Some humans learn to think beyond themselves, their group, or even their species.  Photo by Tom Parsons on Unsplash.

Kindness is found in nature.  Animals act socially, foregoing their own welfare for the welfare of others.  Giving is not an exclusively human phenomenon, not at all.  So why do we often find it so hard to be kind?  What are the obstacles?


In our evolution, self-interest played a large part.  Animals who had self-protective systems managed to propagate themselves better than others who did not .  It’s not surprising that this has extended to our current batch of human beings.  In many, you can see the evidence of this history.  Footballers on the pitch lash out at each other, gaining an advantage by tripping others, holding them back, or elbowing them.  In business, you can see the same thing.  In many circles, it has a competitive edge, with directors acting to defend either themselves, or  narrow batch of people close to them.

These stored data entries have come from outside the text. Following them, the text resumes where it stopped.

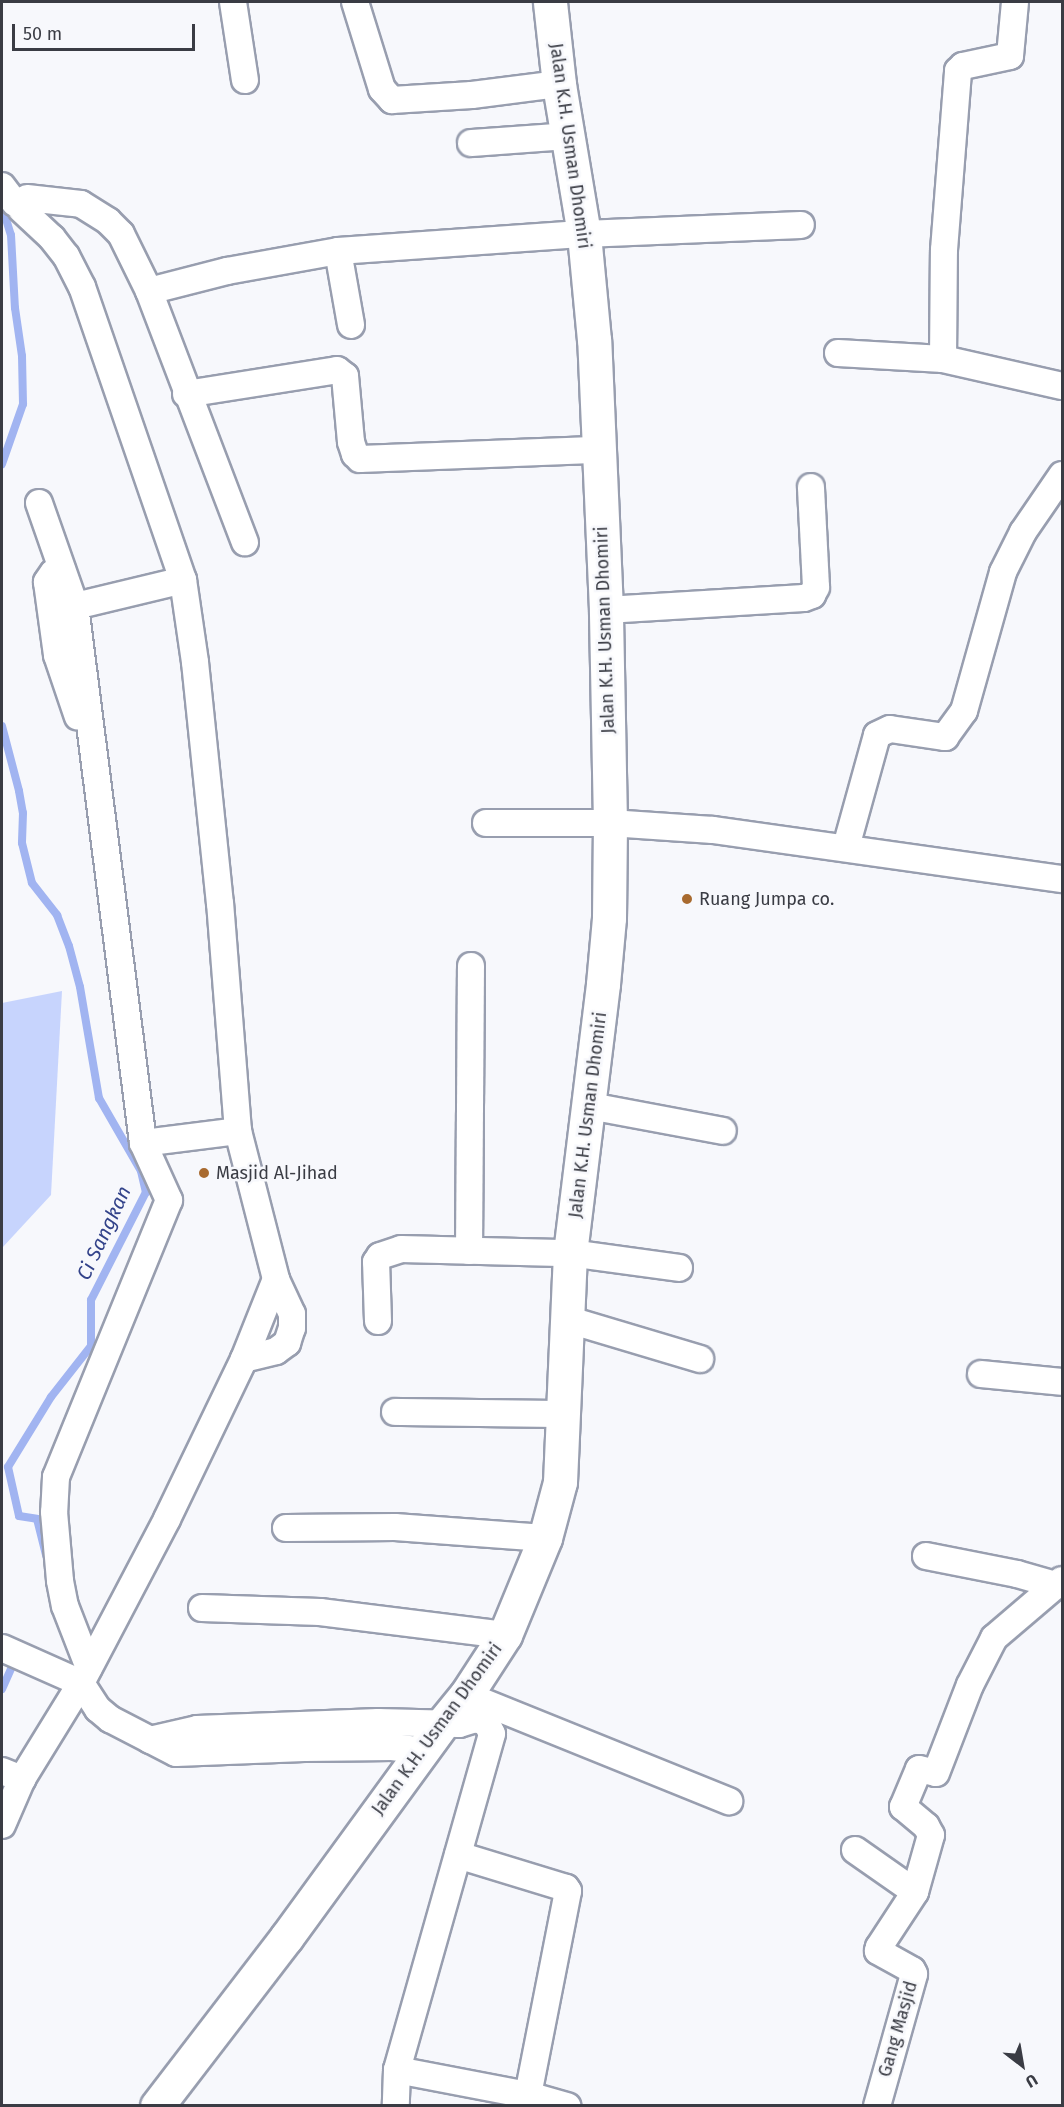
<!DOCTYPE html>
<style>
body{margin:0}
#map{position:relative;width:1064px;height:2107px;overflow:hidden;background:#f7f8fc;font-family:"Fira Sans",sans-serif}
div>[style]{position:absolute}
.green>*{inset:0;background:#c7d4fd}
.stream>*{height:8px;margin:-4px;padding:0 4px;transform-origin:4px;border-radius:4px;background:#a1b4f1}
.roads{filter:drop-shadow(2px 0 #989eaf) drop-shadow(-2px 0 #989eaf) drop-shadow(0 2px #989eaf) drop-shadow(0 -2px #989eaf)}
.minor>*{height:26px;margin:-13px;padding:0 13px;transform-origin:13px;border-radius:13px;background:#fff}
.secondary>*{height:33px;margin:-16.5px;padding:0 16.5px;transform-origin:16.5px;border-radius:16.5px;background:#fff}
.dots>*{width:16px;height:16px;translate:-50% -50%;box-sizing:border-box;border:3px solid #f7f8fc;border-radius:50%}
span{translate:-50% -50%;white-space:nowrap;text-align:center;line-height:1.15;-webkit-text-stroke:5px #f7f8fc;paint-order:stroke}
.street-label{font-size:18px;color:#3a3c44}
.poi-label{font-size:18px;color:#3a3c44}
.left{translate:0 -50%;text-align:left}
.water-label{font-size:20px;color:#33438a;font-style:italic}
.frame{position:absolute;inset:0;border:3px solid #3a3c44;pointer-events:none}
.north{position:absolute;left:992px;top:2035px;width:60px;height:60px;-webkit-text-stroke:4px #f7f8fc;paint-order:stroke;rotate:149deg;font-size:16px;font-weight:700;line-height:24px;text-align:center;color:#3a3c44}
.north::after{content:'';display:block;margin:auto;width:21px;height:27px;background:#3a3c44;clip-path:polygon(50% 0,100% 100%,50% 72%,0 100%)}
.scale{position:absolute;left:12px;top:24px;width:183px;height:27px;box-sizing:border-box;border:3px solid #3a3c44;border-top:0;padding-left:8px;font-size:18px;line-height:21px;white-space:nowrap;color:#3a3c44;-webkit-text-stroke:4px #f7f8fc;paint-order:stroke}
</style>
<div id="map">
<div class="green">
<i style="clip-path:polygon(62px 991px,51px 1195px,2px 1248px,2px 1003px)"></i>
</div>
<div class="stream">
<i style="left:2px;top:206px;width:30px;rotate:73deg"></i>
<i style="left:11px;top:235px;width:73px;rotate:86.9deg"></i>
<i style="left:15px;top:308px;width:49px;rotate:81.7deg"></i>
<i style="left:22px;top:356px;width:48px;rotate:88.8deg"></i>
<i style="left:23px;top:404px;width:64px;rotate:109.3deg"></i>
<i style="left:2px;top:726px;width:67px;rotate:75.3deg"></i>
<i style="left:19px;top:791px;width:22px;rotate:80deg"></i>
<i style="left:23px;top:813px;width:30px;rotate:92deg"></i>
<i style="left:22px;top:843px;width:41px;rotate:76deg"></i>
<i style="left:32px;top:883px;width:41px;rotate:52deg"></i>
<i style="left:57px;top:915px;width:33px;rotate:69deg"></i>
<i style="left:69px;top:946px;width:42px;rotate:75deg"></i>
<i style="left:80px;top:987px;width:113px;rotate:80.3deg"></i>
<i style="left:99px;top:1098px;width:84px;rotate:60.1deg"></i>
<i style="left:141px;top:1171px;width:22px;rotate:77deg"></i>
<i style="left:146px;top:1192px;width:121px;rotate:117deg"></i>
<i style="left:91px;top:1300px;width:46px;rotate:90deg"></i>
<i style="left:91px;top:1346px;width:65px;rotate:128.1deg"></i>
<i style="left:51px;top:1397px;width:82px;rotate:121.6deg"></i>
<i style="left:8px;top:1467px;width:50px;rotate:77.3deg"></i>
<i style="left:19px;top:1516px;width:18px;rotate:9deg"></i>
<i style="left:37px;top:1519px;width:38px;rotate:76deg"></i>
<i style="left:2px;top:1689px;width:24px;rotate:-66deg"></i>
</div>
<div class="roads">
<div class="minor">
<i style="left:233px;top:2px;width:79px;rotate:81.3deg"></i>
<i style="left:355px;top:2px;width:91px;rotate:72.8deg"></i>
<i style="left:382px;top:89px;width:15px;rotate:48deg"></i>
<i style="left:392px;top:100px;width:80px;rotate:-3.6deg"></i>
<i style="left:472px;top:95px;width:88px;rotate:-7.2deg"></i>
<i style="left:471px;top:143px;width:97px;rotate:-4.1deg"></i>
<i style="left:2px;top:186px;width:21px;rotate:53deg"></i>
<i style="left:27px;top:198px;width:54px;rotate:6.3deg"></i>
<i style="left:81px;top:204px;width:32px;rotate:32deg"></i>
<i style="left:108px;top:221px;width:18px;rotate:45deg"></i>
<i style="left:121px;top:234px;width:64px;rotate:63.8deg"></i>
<i style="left:149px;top:291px;width:269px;rotate:69.1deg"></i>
<i style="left:338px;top:251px;width:75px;rotate:80deg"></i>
<i style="left:149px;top:291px;width:81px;rotate:-14.4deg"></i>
<i style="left:227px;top:271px;width:113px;rotate:-10.2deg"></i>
<i style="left:338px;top:251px;width:247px;rotate:-4deg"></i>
<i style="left:584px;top:234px;width:217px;rotate:-2.4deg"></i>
<i style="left:838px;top:353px;width:105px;rotate:3.3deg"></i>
<i style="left:943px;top:359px;width:122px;rotate:12.8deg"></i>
<i style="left:943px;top:359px;width:109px;rotate:-89.5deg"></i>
<i style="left:944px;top:250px;width:180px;rotate:-85.5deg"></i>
<i style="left:958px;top:71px;width:7px;rotate:-45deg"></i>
<i style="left:963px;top:66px;width:48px;rotate:-12deg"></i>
<i style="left:1010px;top:56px;width:54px;rotate:-84.7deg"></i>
<i style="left:186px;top:394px;width:153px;rotate:-9deg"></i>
<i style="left:337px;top:370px;width:10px;rotate:37deg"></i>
<i style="left:345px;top:376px;width:66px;rotate:84.8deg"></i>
<i style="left:351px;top:442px;width:13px;rotate:72deg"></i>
<i style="left:355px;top:454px;width:7px;rotate:45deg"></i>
<i style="left:360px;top:459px;width:239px;rotate:-2.2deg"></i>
<i style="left:39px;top:503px;width:109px;rotate:70.7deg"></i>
<i style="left:75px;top:606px;width:541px;rotate:82.78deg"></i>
<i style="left:143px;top:1143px;width:63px;rotate:65.5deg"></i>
<i style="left:169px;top:1200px;width:299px;rotate:112.2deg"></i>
<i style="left:56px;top:1477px;width:35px;rotate:93deg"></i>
<i style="left:54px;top:1512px;width:69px;rotate:85deg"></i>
<i style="left:60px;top:1581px;width:25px;rotate:79deg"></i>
<i style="left:65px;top:1606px;width:66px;rotate:68.8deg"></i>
<i style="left:62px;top:570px;width:9px;rotate:162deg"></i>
<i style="left:53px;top:573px;width:11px;rotate:124deg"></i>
<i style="left:47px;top:582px;width:74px;rotate:82.2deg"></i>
<i style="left:57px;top:655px;width:65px;rotate:71.3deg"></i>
<i style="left:75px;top:606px;width:111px;rotate:-13.5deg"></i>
<i style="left:606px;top:610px;width:198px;rotate:-3.5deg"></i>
<i style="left:804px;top:598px;width:9px;rotate:-21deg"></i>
<i style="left:812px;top:595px;width:9px;rotate:-63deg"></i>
<i style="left:816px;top:587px;width:100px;rotate:-92.9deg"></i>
<i style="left:486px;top:823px;width:124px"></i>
<i style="left:610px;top:823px;width:103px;rotate:3.9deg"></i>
<i style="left:713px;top:830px;width:352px;rotate:8deg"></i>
<i style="left:846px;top:847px;width:116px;rotate:-74.5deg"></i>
<i style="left:877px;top:735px;width:14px;rotate:-25deg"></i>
<i style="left:890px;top:729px;width:56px;rotate:8.3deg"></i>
<i style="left:945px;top:737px;width:32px;rotate:-54deg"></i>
<i style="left:964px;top:711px;width:144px;rotate:-74.3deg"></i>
<i style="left:1003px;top:572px;width:45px;rotate:-63.4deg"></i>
<i style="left:1023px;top:532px;width:69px;rotate:-55.6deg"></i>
<i style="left:590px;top:1106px;width:135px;rotate:10.6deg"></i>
<i style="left:143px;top:1143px;width:96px;rotate:-7.2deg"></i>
<i style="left:469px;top:1251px;width:285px;rotate:-89.6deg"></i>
<i style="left:566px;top:1319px;width:140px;rotate:16.6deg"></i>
<i style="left:378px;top:1321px;width:59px;rotate:-91.9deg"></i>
<i style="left:376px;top:1262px;width:7px;rotate:-56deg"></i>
<i style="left:380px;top:1256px;width:22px;rotate:-18deg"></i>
<i style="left:401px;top:1249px;width:169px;rotate:1.4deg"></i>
<i style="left:570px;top:1253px;width:110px;rotate:7.8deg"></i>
<i style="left:244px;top:1359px;width:33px;rotate:-14deg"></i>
<i style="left:276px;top:1351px;width:14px;rotate:-36deg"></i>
<i style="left:287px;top:1343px;width:16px;rotate:-72deg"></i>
<i style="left:292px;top:1328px;width:14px;rotate:-90deg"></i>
<i style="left:292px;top:1314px;width:38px;rotate:-115deg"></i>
<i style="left:981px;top:1374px;width:81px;rotate:5.6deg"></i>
<i style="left:395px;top:1412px;width:169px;rotate:0.7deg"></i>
<i style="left:286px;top:1528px;width:109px;rotate:-0.5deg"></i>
<i style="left:395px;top:1527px;width:150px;rotate:4.2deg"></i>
<i style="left:926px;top:1556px;width:93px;rotate:11.2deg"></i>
<i style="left:1017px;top:1574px;width:40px;rotate:16deg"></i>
<i style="left:202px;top:1608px;width:118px;rotate:1.9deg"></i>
<i style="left:320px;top:1612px;width:186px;rotate:7.1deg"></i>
<i style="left:2px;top:1648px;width:86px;rotate:23.9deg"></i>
<i style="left:81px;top:1683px;width:31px;rotate:57deg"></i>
<i style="left:98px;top:1709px;width:16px;rotate:40deg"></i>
<i style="left:110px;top:1719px;width:74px;rotate:27.3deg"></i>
<i style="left:176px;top:1753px;width:128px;rotate:-2.2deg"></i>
<i style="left:304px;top:1748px;width:88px;rotate:-0.7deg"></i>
<i style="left:392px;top:1747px;width:31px;rotate:7deg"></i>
<i style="left:466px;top:1695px;width:284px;rotate:22deg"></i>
<i style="left:150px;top:1740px;width:48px;rotate:-13.2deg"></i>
<i style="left:197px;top:1729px;width:181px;rotate:-2.2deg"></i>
<i style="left:378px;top:1722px;width:81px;rotate:1.4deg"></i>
<i style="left:459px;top:1724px;width:17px;rotate:-17deg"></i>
<i style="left:475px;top:1719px;width:11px;rotate:15deg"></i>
<i style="left:486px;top:1722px;width:13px;rotate:63deg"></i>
<i style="left:492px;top:1734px;width:349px;rotate:105.8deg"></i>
<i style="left:397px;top:2070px;width:36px;rotate:92deg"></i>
<i style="left:2px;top:1771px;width:22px;rotate:22deg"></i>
<i style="left:2px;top:1825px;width:50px;rotate:-66.5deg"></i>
<i style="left:22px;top:1779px;width:113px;rotate:-58.4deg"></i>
<i style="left:81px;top:1683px;width:185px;rotate:-62.3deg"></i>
<i style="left:167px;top:1519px;width:178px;rotate:-64.3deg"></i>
<i style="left:244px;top:1359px;width:86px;rotate:-68.2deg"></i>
<i style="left:276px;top:1279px;width:153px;rotate:-104.4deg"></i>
<i style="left:238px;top:1131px;width:228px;rotate:-94.5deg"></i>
<i style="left:220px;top:904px;width:243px;rotate:-95.9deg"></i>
<i style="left:195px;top:662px;width:83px;rotate:-98.3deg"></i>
<i style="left:183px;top:580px;width:310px;rotate:-109deg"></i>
<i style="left:82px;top:287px;width:35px;rotate:-117deg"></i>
<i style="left:66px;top:256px;width:23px;rotate:-128deg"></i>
<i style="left:52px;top:238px;width:42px;rotate:-136.9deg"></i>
<i style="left:855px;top:1850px;width:73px;rotate:35deg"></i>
<i style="left:397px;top:2070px;width:133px;rotate:10.8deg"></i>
<i style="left:528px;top:2095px;width:208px;rotate:-78.9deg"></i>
<i style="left:568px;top:1891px;width:4px;rotate:-124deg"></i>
<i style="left:566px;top:1888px;width:113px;rotate:-163deg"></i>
<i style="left:528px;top:2095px;width:41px;rotate:15.8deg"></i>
<i style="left:877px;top:2106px;width:137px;rotate:-74.3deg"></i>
<i style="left:914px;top:1974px;width:4px;rotate:-117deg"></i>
<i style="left:912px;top:1970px;width:39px;rotate:-151deg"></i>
<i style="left:878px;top:1951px;width:4px;rotate:-76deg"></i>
<i style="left:879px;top:1947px;width:66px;rotate:-56.8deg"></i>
<i style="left:915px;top:1892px;width:59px;rotate:-74.3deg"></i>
<i style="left:931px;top:1835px;width:10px;rotate:-119deg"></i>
<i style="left:926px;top:1826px;width:30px;rotate:-140deg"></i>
<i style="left:903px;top:1807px;width:41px;rotate:-67.2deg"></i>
<i style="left:919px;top:1769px;width:17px;rotate:13deg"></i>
<i style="left:936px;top:1773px;width:94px;rotate:-68.9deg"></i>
<i style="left:970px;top:1685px;width:53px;rotate:-62.9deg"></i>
<i style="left:994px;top:1638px;width:89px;rotate:-40.5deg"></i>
</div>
<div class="secondary">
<i style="left:157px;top:2106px;width:212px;rotate:-52.5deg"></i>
<i style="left:286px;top:1938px;width:266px;rotate:-53.9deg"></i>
<i style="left:443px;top:1723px;width:36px;rotate:-51deg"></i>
<i style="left:466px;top:1695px;width:72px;rotate:-57deg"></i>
<i style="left:505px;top:1635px;width:105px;rotate:-67.6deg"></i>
<i style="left:545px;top:1538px;width:58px;rotate:-75deg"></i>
<i style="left:560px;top:1482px;width:229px;rotate:-87.5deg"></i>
<i style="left:570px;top:1253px;width:271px;rotate:-83deg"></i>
<i style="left:603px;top:984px;width:66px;rotate:-84.8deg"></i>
<i style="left:609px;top:918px;width:95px;rotate:-89.4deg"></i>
<i style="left:610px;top:823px;width:213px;rotate:-91.1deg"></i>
<i style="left:606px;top:610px;width:270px;rotate:-92.5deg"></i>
<i style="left:594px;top:340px;width:106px;rotate:-95.4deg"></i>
<i style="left:584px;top:234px;width:152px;rotate:-99.5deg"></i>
<i style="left:559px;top:84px;width:82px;rotate:-96.3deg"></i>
</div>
</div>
<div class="dots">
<i style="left:687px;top:899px;background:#a86a2f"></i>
<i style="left:204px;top:1173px;background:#a86a2f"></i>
</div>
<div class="street-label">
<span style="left:570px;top:146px;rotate:82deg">Jalan K.H. Usman Dhomiri</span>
<span style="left:605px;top:630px;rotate:-92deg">Jalan K.H. Usman Dhomiri</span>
<span style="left:588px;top:1115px;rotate:-83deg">Jalan K.H. Usman Dhomiri</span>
<span style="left:437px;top:1729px;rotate:-54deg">Jalan K.H. Usman Dhomiri</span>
<span style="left:898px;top:2029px;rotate:-74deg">Gang Masjid</span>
</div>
<div class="poi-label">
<span class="left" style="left:699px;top:899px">Ruang Jumpa co.</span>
<span class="left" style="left:216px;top:1173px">Masjid Al-Jihad</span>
</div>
<div class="water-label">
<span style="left:104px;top:1233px;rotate:-65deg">Ci Sangkan</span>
</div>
<div class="frame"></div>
<div class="north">U</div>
<div class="scale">50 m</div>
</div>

There is some logic in this way of living.  It can make life more predictable to act closer to home.  In other words, if you control those in your immediate vicinity, then you have better chance of success than if you control those further away from you.  Thus, selfish individuals are best known for exercising unusual control over their nearest and dearest.  They take advantage with their moods, making implicit threats, and doing whatever lessens the loss to them, and increases their chance of gaining what they like.


But kindness has been known to be more effective than selfishness, in the long run.  Even by the standards of selfishness.  Sometimes, being able to hold back on your own moods, can mean than you are better able to gain social support in the long run.  Some people understand this well, and are able to create, jointly, societies where individual self-restraint is exercised in the interests of the many, rather than the few.

Some enterprising individuals have even dared to suggest that nothing at all need come back to the individual.  These pioneers have a sense that all this self-cherishing, and narrow self-interest, whether in the name of individual, country, or species, is all a bit futile.  This way of life is worth trying, if only to discover what it’s like to have a rest from an obsessive bringing of all things back to yourself.



Both selfishness, and kindness, are found in nature, and are part of our evolved, biological selves.

While there is some wisdom in helping those closer to home, many humans have discovered what it is to forego your own self-interest for the benefit of others, either in the short, or in the long term.

It is worth having a go at trying to escape the normal prejudices towards self, country or species.  Thinking more widely brings a new experience of life, and relief from the rather tiresome, narrow world of self-obsession.